Solve for $\mathrm{x}$. \[ \begin{array}{c} 2 x^{2}-28 x+98=0 \\ x=[?] \end{array} \] Remember the quadratic formula: $x=\frac{-b \pm \sqrt{b^{2}-4 a c}}{2 a}$

Step 1 ：Given the quadratic equation \(2x^{2}-28x+98=0\).

Step 2 ：Identify the coefficients as \(a = 2\), \(b = -28\), and \(c = 98\).

Step 3 ：Use the quadratic formula to solve for \(x\), which is \(x=\frac{-b \pm \sqrt{b^{2}-4 a c}}{2 a}\).

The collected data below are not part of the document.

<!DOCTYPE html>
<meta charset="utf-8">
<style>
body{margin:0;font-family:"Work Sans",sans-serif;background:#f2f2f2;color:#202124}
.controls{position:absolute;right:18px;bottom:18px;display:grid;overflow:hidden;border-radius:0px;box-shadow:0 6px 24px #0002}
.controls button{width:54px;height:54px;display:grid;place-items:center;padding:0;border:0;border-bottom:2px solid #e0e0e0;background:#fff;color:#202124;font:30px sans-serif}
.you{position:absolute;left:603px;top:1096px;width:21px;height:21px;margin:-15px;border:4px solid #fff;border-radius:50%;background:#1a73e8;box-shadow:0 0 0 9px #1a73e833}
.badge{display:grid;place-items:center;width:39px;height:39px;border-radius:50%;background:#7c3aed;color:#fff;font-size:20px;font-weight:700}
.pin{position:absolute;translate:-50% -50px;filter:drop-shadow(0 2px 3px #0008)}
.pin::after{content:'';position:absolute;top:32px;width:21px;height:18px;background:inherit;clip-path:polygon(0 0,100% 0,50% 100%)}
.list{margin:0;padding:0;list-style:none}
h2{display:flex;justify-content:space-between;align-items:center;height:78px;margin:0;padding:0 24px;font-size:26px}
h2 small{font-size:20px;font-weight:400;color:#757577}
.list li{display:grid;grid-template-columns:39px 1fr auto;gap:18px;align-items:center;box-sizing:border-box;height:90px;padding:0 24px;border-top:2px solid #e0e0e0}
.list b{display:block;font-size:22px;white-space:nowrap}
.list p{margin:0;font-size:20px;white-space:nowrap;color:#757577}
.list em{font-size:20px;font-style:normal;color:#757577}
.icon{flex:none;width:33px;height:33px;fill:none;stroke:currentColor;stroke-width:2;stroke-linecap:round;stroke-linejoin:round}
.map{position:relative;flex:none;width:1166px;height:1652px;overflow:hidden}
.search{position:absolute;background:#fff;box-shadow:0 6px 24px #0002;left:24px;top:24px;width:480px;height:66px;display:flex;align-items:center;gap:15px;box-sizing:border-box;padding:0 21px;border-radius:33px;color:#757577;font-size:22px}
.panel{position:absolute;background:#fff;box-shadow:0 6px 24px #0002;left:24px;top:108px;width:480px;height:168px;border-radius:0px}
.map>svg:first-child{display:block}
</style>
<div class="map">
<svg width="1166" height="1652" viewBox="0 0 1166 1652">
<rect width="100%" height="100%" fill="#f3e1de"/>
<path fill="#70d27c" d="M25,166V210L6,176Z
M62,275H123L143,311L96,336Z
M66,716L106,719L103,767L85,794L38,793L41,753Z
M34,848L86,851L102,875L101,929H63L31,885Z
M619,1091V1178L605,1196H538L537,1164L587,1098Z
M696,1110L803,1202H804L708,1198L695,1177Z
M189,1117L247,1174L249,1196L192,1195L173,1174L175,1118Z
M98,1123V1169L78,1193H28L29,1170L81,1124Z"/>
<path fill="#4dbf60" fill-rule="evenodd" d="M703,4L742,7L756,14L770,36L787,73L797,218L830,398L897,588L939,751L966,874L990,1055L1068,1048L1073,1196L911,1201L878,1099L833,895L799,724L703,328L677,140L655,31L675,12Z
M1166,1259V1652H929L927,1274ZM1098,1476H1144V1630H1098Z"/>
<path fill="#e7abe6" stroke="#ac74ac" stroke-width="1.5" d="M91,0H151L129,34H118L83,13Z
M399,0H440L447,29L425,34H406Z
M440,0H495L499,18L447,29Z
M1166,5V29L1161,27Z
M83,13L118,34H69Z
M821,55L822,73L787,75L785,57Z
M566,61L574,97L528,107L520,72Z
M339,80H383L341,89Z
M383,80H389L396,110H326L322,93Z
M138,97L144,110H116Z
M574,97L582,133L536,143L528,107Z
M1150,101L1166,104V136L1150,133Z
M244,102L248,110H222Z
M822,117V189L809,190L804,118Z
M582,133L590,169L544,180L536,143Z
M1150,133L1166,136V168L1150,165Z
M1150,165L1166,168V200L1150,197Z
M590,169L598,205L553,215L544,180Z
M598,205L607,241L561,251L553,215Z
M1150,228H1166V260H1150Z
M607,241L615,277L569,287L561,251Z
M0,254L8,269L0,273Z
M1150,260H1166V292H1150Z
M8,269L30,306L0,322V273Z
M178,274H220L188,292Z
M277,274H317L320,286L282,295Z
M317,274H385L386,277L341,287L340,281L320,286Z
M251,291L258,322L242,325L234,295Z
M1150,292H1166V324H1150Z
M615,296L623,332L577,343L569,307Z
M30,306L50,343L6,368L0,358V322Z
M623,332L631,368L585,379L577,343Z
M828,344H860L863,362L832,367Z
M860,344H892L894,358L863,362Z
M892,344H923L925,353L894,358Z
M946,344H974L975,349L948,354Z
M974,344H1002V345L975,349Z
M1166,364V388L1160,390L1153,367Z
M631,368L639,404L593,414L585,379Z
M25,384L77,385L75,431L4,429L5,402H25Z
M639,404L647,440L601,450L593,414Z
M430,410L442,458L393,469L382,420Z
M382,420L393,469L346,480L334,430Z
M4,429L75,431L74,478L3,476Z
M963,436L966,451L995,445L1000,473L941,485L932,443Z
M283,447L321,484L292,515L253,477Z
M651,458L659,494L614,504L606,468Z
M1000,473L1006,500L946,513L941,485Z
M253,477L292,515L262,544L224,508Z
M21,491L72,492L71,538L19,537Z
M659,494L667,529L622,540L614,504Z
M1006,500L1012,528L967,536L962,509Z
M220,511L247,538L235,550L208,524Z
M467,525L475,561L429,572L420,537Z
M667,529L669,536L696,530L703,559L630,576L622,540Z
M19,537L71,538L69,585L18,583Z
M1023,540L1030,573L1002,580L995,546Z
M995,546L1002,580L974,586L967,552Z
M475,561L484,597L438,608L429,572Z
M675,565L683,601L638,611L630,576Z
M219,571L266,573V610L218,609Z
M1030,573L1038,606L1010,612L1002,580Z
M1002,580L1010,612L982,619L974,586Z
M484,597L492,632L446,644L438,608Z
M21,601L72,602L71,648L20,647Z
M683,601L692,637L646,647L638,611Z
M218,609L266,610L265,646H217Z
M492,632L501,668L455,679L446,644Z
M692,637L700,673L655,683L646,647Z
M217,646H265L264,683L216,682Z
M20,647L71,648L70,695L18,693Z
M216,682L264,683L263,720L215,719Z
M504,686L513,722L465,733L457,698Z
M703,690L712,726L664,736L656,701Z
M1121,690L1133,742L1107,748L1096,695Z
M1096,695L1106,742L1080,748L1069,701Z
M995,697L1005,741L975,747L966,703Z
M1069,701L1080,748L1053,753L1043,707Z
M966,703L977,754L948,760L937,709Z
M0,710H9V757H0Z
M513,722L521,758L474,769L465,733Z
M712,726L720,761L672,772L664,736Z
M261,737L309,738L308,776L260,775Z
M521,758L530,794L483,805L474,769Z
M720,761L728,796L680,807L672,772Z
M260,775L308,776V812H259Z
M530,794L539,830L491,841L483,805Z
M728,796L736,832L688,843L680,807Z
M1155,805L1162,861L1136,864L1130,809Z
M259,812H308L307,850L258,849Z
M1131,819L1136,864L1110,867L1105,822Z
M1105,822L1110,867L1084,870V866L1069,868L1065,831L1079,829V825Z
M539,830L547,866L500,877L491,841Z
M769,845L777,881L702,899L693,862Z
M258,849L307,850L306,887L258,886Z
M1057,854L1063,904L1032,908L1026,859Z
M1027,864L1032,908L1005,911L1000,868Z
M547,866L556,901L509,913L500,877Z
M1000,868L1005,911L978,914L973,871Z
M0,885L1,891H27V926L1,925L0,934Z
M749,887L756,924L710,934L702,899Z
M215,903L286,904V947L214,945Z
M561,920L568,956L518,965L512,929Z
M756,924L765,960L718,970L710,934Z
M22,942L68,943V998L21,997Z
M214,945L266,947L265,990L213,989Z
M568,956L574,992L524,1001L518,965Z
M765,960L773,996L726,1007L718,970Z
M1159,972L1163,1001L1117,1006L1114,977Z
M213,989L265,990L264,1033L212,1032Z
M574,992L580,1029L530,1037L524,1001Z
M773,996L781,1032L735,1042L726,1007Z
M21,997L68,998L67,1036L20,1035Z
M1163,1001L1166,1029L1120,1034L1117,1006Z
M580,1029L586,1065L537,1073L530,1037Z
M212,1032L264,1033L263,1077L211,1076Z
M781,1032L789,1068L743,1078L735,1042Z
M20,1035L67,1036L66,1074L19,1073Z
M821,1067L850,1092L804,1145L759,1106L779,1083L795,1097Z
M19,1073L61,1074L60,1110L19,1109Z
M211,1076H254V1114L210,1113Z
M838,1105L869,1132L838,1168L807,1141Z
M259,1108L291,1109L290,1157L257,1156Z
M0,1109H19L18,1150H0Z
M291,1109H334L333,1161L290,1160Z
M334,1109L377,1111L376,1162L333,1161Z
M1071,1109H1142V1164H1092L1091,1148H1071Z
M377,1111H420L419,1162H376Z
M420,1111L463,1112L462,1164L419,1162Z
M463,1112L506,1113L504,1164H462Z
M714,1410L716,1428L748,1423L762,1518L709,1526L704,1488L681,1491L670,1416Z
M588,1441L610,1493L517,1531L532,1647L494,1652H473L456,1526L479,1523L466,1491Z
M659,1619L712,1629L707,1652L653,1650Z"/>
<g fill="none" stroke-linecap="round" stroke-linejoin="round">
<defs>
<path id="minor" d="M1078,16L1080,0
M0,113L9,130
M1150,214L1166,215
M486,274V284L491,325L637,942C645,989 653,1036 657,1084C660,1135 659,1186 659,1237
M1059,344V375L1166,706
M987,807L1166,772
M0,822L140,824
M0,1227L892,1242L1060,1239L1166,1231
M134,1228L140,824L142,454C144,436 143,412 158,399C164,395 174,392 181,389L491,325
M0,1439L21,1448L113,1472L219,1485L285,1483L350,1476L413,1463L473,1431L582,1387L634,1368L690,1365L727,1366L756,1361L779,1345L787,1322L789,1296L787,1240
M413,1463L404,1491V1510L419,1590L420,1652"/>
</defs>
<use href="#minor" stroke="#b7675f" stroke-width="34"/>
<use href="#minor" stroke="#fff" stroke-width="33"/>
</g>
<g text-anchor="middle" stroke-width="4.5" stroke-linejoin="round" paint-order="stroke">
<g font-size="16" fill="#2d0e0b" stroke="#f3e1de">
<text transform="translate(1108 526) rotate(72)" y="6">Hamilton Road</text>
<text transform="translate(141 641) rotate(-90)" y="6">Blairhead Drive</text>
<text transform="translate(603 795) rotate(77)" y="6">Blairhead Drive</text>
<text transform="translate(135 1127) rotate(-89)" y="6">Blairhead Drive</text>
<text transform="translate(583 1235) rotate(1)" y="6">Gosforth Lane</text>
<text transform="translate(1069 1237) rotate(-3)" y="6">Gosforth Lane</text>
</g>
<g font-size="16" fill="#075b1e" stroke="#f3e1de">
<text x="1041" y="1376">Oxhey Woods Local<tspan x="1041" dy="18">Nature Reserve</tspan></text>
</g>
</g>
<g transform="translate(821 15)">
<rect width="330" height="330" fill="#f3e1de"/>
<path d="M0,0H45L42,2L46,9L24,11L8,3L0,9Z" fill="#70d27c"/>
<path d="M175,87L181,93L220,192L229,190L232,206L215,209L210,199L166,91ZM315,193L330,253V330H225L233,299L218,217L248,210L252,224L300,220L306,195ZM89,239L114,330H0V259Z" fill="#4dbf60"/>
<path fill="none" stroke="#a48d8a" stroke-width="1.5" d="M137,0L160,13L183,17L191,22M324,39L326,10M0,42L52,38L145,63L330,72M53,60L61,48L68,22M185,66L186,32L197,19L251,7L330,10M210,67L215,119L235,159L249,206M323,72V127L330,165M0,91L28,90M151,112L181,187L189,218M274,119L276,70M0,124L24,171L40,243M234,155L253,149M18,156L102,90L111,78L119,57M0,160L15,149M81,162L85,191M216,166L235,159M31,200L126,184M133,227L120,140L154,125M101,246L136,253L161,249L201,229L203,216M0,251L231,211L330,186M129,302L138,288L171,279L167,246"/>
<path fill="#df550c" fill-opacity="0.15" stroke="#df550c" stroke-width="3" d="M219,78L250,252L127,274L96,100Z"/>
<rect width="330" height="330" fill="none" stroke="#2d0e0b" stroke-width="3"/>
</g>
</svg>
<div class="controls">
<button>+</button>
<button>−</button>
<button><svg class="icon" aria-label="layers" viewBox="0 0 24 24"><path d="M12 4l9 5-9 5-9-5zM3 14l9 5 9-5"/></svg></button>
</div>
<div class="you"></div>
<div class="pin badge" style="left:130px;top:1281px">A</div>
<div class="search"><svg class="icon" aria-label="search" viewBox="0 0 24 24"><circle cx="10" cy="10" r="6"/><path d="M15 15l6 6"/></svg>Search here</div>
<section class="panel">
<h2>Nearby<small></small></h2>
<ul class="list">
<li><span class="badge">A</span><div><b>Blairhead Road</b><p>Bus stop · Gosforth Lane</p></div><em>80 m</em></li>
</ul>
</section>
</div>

Step 4 ：Substitute the values of \(a\), \(b\), and \(c\) into the formula.

Step 5 ：Calculate the discriminant \(D = b^{2}-4ac\). In this case, \(D = 0\).

Step 6 ：Since the discriminant is zero, the equation has a repeated root.

Step 7 ：Calculate the roots \(x1 = \frac{-b + \sqrt{D}}{2a} = 7.0\) and \(x2 = \frac{-b - \sqrt{D}}{2a} = 7.0\).

Step 8 ：Final Answer: The solution to the equation is \(\boxed{7}\).